We are thrilled to release Qwen-Image, a 20B MMDiT image foundation model that achieves significant advances in complex text rendering and precise image editing. Experiments show strong general capabilities in both image generation and editing, with exceptional performance in text rendering, especially for Chinese.

News

2026.02.10: We are launching Qwen-Image-2.0, a next-generation foundational image generation model. The key highlights of Qwen-Image-2.0 include:
- Professional Typography Rendering – Supports 1k-token instructions for direct generation of professional infographics, including PPTs, posters, comics, and more.
- Stronger Semantic Adherence – Native 2K resolution support for finely detailed realistic scenes, including people, nature, and architecture.
- Improved Text Rendering – Integrated understanding and generation capabilities, unifying image generation and editing in a single mode
- Lighter Model Architecture – Smaller model size with faster inference speed. Check our Blog for more details! Also give it a try at Qwen Chat.
- 2025.12.31: We released Qwen-Image-2512 weights! Check at Huggingface and ModelScope!
- 2025.12.31: We released Qwen-Image-2512! Check our Blog for more details! 🚀 Our December upgrade to Qwen-Image, just in time for the New Year.
✨ What’s new: • More realistic humans — dramatically reduced “AI look,” richer facial & age details • Finer natural textures — sharper landscapes, water, fur, and materials • Stronger text rendering — better layout, higher accuracy in text–image composition

🏆 Tested in 10,000+ blind rounds on AI Arena, Qwen-Image-2512 ranks as the strongest open-source image model, while staying competitive with closed-source systems. - 2025.12.31: Qwen-Image-Lightning, developed by Lightx2v, provides Day 0 acceleration support for Qwen-Image-2512. - 2025.12.31:vLLM-Omni supports high performance Qwen-Image-2512 inference from Day-0, with long sequence parallelism, cache acceleration and fast kernels, please check here for details. - 2025.12.23: We released Qwen-Image-Edit-2511 weights!
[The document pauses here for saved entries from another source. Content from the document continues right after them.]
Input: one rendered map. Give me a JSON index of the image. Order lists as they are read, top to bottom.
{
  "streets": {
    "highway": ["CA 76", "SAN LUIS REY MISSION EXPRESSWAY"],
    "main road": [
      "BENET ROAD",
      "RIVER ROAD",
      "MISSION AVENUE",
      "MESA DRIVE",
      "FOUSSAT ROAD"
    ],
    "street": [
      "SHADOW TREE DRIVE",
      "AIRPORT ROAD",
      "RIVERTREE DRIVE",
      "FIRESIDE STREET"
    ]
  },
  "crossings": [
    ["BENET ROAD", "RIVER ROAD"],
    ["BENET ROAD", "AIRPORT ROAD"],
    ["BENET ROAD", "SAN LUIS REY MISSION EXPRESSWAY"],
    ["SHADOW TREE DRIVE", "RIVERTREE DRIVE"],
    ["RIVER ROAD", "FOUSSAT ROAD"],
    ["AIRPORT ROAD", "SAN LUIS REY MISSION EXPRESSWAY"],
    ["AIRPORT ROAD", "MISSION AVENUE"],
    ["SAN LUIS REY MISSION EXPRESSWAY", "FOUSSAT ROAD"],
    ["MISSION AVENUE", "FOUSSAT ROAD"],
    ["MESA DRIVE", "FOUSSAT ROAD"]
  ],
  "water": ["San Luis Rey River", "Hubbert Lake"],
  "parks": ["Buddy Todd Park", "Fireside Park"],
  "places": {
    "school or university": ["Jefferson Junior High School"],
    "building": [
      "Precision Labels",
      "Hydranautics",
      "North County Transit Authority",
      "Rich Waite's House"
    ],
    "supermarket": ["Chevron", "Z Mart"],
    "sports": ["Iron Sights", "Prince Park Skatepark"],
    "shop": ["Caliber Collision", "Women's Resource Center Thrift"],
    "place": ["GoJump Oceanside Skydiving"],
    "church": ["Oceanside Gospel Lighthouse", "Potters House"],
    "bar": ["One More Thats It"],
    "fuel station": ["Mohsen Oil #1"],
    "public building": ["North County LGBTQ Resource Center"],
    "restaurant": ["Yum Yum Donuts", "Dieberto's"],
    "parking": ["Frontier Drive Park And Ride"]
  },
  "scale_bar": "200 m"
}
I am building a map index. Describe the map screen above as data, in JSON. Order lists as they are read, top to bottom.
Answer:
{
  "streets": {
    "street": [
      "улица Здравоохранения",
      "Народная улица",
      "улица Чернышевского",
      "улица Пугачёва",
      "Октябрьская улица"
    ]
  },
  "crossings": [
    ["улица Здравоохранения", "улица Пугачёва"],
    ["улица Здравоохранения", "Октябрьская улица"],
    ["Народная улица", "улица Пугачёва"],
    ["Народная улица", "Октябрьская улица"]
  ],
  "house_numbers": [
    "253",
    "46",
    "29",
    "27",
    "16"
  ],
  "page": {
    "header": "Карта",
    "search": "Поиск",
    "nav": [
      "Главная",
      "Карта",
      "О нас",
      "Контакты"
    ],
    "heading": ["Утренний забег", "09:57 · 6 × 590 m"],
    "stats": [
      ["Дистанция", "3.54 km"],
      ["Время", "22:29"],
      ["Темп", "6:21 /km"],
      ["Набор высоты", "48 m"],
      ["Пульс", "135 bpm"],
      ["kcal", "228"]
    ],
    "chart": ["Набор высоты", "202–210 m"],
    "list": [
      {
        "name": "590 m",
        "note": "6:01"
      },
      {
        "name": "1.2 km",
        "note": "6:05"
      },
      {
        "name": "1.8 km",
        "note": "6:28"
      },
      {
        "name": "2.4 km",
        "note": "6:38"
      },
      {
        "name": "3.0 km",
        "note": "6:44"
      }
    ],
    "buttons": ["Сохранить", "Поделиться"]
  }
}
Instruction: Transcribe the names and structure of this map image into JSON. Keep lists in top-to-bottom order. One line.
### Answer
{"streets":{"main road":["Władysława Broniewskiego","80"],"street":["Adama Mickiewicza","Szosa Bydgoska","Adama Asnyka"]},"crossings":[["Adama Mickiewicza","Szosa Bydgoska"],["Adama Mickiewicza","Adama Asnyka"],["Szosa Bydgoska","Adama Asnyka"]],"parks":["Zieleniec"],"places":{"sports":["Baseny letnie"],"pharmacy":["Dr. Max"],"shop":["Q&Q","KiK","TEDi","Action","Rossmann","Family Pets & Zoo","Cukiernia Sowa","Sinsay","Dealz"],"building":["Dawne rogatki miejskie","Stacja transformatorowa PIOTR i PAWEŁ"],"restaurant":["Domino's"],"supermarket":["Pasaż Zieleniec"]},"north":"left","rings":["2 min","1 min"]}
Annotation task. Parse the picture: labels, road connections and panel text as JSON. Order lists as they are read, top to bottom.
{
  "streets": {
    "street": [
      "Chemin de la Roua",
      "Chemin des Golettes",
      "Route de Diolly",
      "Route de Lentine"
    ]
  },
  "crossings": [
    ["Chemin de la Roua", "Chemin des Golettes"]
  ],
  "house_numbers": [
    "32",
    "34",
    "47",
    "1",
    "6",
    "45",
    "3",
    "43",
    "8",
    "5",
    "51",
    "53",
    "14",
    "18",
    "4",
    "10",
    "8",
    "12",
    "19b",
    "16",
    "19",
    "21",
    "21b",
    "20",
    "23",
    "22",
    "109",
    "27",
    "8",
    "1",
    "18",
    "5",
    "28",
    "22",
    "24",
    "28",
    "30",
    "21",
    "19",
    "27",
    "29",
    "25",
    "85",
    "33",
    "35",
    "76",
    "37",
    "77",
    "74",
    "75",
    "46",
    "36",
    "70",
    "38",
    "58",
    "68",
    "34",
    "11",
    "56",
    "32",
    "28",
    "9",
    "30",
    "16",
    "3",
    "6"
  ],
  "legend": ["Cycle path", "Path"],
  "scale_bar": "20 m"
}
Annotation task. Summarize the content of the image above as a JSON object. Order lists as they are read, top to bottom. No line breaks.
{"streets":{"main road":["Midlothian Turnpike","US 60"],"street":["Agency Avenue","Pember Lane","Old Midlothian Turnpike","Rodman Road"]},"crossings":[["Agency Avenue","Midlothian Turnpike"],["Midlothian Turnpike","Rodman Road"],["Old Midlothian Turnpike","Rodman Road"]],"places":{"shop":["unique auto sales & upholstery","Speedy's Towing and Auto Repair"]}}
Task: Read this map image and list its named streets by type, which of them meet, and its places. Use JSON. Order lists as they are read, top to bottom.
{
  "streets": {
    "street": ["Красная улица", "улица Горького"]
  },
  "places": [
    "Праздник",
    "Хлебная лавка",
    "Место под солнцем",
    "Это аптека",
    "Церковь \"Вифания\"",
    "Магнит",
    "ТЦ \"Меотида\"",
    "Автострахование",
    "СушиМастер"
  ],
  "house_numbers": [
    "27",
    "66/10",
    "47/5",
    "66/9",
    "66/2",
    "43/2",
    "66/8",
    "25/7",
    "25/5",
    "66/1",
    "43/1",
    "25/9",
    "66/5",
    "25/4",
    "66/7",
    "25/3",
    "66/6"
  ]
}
Check at Huggingface and ModelScope! - 2025.12.23: We released Qwen-Image-Edit-2511! Check our Blog for more details! - 2025.12.23: LightX2V delivers Day 0 acceleration for Qwen-Image-Edit-2511, with native support for a wide range of hardware, including NVIDIA, Hygon, Metax, Ascend, and Cambricon. By combining diffusion distillation with cutting-edge inference optimizations, LightX2V achieves a 25x reduction in DiT NFEs and an order-of-magnitude 42.55x overall speedup, enabling real-time image editing across diverse AI accelerators. - 2025.12.23: vLLM-Omni supports high performance Qwen-Image-Edit-2511, Qwen-Image-Layered inference from Day-0, with long sequence parallelism, cache acceleration and fast kernels, please check here for details.
2025.12.23: SGLang-Diffusion provides day-0 support for Qwen-Image models. To play with Qwen-Image-Edit-2511 in SGlang, please check community supports section for details.
2025.12.19: We released Qwen-Image-Layered weights! Check at Huggingface and ModelScope!
2025.12.19: We released Qwen-Image-Layered! Check our Blog for more details!
2025.12.18: We released our Research Paper on Arxiv!
2025.11.11: T2I-CoreBench offers a comprehensive and complex evaluation of T2I models in real-world scenarios. On this benchmark, Qwen-Image achieves state-of-the-art performance under real-world complexities in both composition and reasoning T2I tasks, surpassing other open-source models and showing comparable results to closed-source ones.
2025.11.07: LeMiCa is a diffusion model inference acceleration solution developed by China Unicom Data Science and Artificial Intelligence Research Institute. By leveraging cache-based techniques and global denoising path optimization, LeMiCa provides efficient inference support for Qwen-Image, achieving nearly 3x lossless acceleration while maintaining visual consistency and quality. For more details, please visit the homepage: https://unicomai.github.io/LeMiCa/
2025.09.22: This September, we are pleased to introduce Qwen-Image-Edit-2509, the monthly iteration of Qwen-Image-Edit. To experience the latest model, please visit Qwen Chat and select the "Image Editing" feature. Compared with Qwen-Image-Edit released in August, the main improvements of Qwen-Image-Edit-2509 include:
2025.08.19: We have observed performance misalignments of Qwen-Image-Edit. To ensure optimal results, please update to the latest diffusers commit. Improvements are expected, especially in identity preservation and instruction following.
2025.08.18: We’re excited to announce the open-sourcing of Qwen-Image-Edit! 🎉 Try it out in your local environment with the quick start guide below, or head over to Qwen Chat or Huggingface Demo to experience the online demo right away! If you enjoy our work, please show your support by giving our repository a star. Your encouragement means a lot to us!
2025.08.09: Qwen-Image now supports a variety of LoRA models, such as MajicBeauty LoRA, enabling the generation of highly realistic beauty images. Check out the available weights on ModelScope.
2025.08.05: Qwen-Image is now natively supported in ComfyUI, see Qwen-Image in ComfyUI: New Era of Text Generation in Images!
2025.08.05: Qwen-Image is now on Qwen Chat. Click Qwen Chat and choose "Image Generation".
2025.08.05: We released our Technical Report on Arxiv!
2025.08.04: We released Qwen-Image weights! Check at Huggingface and ModelScope!
2025.08.04: We released Qwen-Image! Check our Blog for more details!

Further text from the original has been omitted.